The last part of the algorithm also iterates over all requests trying to figure out how long each disk can sleep. If a block requested for a disk is in the buffer disk, the corresponding data disk can sleep longer. The buffer disk handles the request and the distance between requests on the same disk becomes cumulative. If a requested block is not in the buffer the disk must be woken up to serve the request, this is handled by the power management mechanism. The distance is then set to zero since the disk had to be woken up. Using the frequently accessed heuristic the PRE-BUD strategy should have a small performance impact on the system. Almost all steps of the algorithm run linearly with respect to the number of requests. The only step that is not linear is the phase that sorts the list of requests according to their frequency. Sorting is a common procedure and is known to have a best-case run-time of O(nlogn), where n is the number of data request to be sorted. The PRE-BUD strategy is able to have a run time of O(n + nlogn) using an efficient sorting algorithm. The PRE-BUD strategy is not assumed to be optimal, since the requested blocks are sorted using their frequency. The frequency is used as a heuristic to select blocks to be placed in the buffer. An optimal strategies goal would be to select the requests to be placed in the buffer that produce the largest impact on the standby time of disks. The standby time of each disk is directly related to the energy savings of the system.

The results displayed in the Figure below held the number of disks to 4 and also kept the data size of each request at 275MB. We have omitted the results of the non-energy aware approach, since they are constant and higher than the energy aware strategy. Buffer Strategy 1 adds an extra disk and Buffer Strategy 2 uses an existing disk as the buffer disk. As expected the performance of both of our strategies were lowered when the hit rate was decreased. Disk sleep times are lowered once a miss is encountered. This is due to the fact that a disk has to wake up to serve the request. This will increase the energy consumption of disks that have to serve the missed requests. This leads to an increase in the total energy consumption of the entire system. Our buffered large-scale parallel disk system is still able to consume less energy than the energy aware approach. The energy aware and non-energy aware disk systems are not affected by buffer disk miss rates.
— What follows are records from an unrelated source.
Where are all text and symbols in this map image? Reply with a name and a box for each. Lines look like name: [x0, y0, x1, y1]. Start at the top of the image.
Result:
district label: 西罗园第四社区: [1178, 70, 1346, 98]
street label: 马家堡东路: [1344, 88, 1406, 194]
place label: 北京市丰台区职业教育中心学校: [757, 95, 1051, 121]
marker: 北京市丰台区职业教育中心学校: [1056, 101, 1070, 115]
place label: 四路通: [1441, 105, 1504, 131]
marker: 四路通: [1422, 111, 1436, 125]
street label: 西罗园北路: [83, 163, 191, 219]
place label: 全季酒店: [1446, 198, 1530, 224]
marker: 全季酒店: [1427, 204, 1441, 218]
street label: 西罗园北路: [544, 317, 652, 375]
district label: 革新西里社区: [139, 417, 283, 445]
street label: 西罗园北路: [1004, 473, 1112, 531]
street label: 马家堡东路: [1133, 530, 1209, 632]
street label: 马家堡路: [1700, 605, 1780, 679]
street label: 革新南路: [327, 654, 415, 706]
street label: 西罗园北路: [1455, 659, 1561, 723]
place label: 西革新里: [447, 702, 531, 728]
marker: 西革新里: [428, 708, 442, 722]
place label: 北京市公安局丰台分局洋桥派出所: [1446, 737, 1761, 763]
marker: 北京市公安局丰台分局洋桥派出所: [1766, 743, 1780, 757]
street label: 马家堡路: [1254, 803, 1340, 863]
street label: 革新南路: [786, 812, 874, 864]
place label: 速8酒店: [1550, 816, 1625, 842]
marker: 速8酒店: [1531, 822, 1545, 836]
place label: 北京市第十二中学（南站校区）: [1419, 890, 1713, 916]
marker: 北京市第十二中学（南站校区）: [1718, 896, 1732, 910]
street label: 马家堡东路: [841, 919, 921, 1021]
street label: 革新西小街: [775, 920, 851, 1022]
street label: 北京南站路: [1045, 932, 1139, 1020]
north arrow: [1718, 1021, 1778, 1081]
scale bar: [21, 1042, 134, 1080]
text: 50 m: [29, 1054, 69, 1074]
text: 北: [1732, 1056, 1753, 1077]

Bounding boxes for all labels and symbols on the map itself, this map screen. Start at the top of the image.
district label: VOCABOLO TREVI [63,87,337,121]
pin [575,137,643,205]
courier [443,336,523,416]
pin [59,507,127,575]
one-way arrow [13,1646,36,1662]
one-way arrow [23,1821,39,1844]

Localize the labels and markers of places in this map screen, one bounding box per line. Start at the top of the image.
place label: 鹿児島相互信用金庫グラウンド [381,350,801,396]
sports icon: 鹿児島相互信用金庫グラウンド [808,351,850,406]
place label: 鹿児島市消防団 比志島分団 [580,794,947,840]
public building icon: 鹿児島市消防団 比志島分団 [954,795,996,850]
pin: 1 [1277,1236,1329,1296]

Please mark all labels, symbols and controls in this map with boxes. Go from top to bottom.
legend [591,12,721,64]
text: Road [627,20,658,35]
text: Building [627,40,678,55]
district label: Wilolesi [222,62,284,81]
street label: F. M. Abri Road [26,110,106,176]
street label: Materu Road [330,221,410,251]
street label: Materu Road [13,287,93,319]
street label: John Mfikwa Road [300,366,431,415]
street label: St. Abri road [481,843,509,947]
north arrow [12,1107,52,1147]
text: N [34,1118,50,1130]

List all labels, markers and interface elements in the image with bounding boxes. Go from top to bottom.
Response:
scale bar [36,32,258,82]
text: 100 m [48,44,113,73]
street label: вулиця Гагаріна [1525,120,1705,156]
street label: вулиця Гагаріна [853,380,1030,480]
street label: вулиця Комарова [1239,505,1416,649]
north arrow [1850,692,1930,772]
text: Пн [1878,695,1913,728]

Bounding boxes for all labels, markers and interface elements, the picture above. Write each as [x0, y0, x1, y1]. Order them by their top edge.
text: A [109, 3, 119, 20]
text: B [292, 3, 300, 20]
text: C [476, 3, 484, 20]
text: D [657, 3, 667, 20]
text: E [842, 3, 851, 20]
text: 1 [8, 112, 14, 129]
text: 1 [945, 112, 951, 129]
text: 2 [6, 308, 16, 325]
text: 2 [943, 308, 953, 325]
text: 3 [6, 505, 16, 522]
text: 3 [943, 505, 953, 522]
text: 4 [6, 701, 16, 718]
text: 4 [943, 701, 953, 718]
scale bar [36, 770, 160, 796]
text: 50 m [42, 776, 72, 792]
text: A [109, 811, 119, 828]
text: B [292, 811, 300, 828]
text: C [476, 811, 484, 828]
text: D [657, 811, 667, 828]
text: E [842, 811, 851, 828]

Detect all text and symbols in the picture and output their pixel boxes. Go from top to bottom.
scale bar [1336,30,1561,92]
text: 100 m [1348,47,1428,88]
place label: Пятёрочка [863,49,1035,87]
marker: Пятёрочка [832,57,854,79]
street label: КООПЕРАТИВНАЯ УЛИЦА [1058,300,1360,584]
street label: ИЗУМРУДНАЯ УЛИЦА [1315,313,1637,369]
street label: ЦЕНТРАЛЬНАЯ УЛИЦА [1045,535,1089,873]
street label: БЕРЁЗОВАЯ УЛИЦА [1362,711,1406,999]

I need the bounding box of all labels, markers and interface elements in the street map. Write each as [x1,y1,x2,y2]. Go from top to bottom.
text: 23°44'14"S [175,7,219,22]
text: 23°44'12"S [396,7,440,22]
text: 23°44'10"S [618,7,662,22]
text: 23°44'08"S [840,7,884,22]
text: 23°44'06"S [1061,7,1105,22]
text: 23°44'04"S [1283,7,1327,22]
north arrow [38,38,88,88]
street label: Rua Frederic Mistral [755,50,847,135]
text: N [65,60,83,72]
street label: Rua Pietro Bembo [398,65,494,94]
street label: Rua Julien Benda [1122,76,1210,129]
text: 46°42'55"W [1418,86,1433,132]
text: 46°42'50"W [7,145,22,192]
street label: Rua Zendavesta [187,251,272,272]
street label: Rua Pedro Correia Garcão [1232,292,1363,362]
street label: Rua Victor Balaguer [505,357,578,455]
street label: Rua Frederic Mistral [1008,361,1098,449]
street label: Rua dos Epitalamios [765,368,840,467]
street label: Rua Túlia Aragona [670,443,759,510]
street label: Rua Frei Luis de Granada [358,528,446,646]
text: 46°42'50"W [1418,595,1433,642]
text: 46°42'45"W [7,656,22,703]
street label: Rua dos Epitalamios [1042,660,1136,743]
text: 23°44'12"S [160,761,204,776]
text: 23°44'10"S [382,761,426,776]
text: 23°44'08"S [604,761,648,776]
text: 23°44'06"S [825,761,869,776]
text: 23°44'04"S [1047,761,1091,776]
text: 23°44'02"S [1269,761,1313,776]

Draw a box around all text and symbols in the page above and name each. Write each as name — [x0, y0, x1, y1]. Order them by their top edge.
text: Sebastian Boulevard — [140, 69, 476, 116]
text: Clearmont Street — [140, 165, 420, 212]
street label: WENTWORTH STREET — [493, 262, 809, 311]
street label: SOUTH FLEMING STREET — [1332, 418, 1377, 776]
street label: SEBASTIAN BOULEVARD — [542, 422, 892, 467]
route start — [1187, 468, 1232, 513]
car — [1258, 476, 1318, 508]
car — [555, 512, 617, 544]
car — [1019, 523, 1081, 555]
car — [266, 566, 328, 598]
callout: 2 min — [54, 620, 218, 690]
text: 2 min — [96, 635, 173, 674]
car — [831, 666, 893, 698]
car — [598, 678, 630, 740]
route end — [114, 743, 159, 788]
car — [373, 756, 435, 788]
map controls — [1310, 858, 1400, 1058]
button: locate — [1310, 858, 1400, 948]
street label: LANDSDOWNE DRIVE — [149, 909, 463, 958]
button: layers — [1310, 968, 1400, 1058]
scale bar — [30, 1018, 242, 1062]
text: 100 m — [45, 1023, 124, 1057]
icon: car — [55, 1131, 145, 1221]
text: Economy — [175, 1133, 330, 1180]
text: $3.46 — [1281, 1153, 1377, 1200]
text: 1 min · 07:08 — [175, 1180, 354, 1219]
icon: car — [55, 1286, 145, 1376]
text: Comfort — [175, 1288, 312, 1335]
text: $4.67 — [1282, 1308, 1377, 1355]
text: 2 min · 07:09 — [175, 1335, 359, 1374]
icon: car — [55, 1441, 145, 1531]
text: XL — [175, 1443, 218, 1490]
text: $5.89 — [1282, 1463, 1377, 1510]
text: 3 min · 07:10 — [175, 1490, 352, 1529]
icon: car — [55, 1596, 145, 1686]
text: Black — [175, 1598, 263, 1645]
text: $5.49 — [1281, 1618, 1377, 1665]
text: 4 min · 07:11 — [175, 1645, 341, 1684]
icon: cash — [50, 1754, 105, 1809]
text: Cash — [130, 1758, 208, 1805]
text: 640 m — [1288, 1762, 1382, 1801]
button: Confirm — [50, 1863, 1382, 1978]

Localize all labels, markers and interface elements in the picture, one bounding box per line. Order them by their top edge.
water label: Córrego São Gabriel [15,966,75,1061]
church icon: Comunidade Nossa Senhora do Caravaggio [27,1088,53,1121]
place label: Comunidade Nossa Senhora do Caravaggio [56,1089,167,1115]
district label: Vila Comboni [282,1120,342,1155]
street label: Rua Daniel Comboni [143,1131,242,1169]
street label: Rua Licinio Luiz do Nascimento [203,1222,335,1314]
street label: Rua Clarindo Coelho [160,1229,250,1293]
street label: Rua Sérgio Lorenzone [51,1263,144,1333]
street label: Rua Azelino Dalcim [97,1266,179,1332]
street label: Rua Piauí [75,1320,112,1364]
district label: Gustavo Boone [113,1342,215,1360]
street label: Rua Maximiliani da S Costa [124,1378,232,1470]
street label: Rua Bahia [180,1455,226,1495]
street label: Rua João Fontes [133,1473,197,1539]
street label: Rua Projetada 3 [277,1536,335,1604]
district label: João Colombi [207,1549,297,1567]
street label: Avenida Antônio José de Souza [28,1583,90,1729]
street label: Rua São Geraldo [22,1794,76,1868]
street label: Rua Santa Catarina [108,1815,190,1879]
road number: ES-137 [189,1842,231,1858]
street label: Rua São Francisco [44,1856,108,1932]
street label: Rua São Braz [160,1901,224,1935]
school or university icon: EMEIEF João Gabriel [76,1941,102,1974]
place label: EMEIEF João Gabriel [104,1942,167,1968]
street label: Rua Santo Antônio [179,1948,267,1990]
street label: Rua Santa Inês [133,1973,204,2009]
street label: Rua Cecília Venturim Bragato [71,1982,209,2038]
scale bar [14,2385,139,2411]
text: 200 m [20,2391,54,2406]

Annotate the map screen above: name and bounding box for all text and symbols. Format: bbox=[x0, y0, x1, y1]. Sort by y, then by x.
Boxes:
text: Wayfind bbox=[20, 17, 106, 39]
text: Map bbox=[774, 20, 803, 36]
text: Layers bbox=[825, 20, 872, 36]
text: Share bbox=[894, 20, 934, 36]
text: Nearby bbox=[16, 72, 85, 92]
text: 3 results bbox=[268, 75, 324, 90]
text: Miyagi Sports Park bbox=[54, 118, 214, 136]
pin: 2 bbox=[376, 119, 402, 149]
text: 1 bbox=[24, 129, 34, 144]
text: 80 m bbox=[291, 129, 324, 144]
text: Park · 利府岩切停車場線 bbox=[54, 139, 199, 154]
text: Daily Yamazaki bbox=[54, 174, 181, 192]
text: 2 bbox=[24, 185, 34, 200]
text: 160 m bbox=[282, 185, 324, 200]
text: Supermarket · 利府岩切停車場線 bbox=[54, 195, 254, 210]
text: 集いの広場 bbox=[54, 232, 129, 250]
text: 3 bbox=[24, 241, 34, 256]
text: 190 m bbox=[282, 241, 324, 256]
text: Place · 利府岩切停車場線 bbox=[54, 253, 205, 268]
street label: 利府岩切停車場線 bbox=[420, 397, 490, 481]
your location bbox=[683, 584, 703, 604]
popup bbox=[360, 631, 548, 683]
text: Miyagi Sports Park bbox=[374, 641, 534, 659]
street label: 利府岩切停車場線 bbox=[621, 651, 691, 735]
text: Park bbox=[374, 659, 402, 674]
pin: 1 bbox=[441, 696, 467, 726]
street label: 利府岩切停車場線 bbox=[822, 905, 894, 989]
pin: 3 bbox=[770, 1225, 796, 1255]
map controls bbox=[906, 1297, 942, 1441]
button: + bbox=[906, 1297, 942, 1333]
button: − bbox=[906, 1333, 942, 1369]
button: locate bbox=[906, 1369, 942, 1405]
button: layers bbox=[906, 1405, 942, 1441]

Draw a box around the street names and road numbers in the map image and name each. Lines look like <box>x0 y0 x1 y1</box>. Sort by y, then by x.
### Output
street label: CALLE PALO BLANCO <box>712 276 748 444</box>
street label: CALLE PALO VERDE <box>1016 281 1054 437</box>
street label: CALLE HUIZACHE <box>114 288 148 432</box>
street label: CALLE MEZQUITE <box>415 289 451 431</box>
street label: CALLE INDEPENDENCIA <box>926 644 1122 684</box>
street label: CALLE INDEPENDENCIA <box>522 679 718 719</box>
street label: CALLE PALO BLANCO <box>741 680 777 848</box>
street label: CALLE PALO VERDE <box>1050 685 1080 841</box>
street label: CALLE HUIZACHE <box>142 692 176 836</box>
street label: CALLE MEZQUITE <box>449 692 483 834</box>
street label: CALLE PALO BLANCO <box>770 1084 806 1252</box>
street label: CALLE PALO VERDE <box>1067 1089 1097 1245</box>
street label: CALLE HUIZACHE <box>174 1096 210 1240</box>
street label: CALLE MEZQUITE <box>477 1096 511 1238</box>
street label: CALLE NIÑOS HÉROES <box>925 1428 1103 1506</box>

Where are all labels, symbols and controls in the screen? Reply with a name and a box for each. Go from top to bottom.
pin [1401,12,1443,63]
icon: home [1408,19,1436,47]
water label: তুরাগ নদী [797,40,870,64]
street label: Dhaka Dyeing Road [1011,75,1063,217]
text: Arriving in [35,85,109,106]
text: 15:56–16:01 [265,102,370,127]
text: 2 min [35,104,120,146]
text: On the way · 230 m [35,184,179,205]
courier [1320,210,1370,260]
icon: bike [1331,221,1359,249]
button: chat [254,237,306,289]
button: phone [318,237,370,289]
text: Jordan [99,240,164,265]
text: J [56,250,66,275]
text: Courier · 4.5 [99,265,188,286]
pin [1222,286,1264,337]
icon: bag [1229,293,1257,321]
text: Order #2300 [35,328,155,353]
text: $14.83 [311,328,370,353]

As the hit rate is lowered, the first buffer disk approach begins to approach the same level of performance as the energy aware strategy. It is only able to save 10% energy over the energy aware strategy when the hit rate is 75%. This is because adding the extra disk puts extra energy requirements on the system, and lowering the hit rate further impacts the energy benefits of the first strategy. The second buffered disk approach is still able perform 25% better than the energy aware approach. This is because there is not the extra energy penalty of adding an extra disk. The capacity of your disk system will be lowered using this approach.

The hit rate becomes a very important factor in the performance of our approaches. If the buffer disk is constantly missing requests then both strategies will eventually downgrade to the energy aware approach. Fortunately applications have been documented to request 20% of the data available 80% of the time. Our heuristic based approach would work considerably well in this case. This is modeled by the 80% hit rate. The buffered disk approach one and two are able to save 12% and 26% energy over the energy aware strategy when the hit rate is 80%. Similarly, they are able to save 37% and 47% of the total energy compared to the non-energy aware approach.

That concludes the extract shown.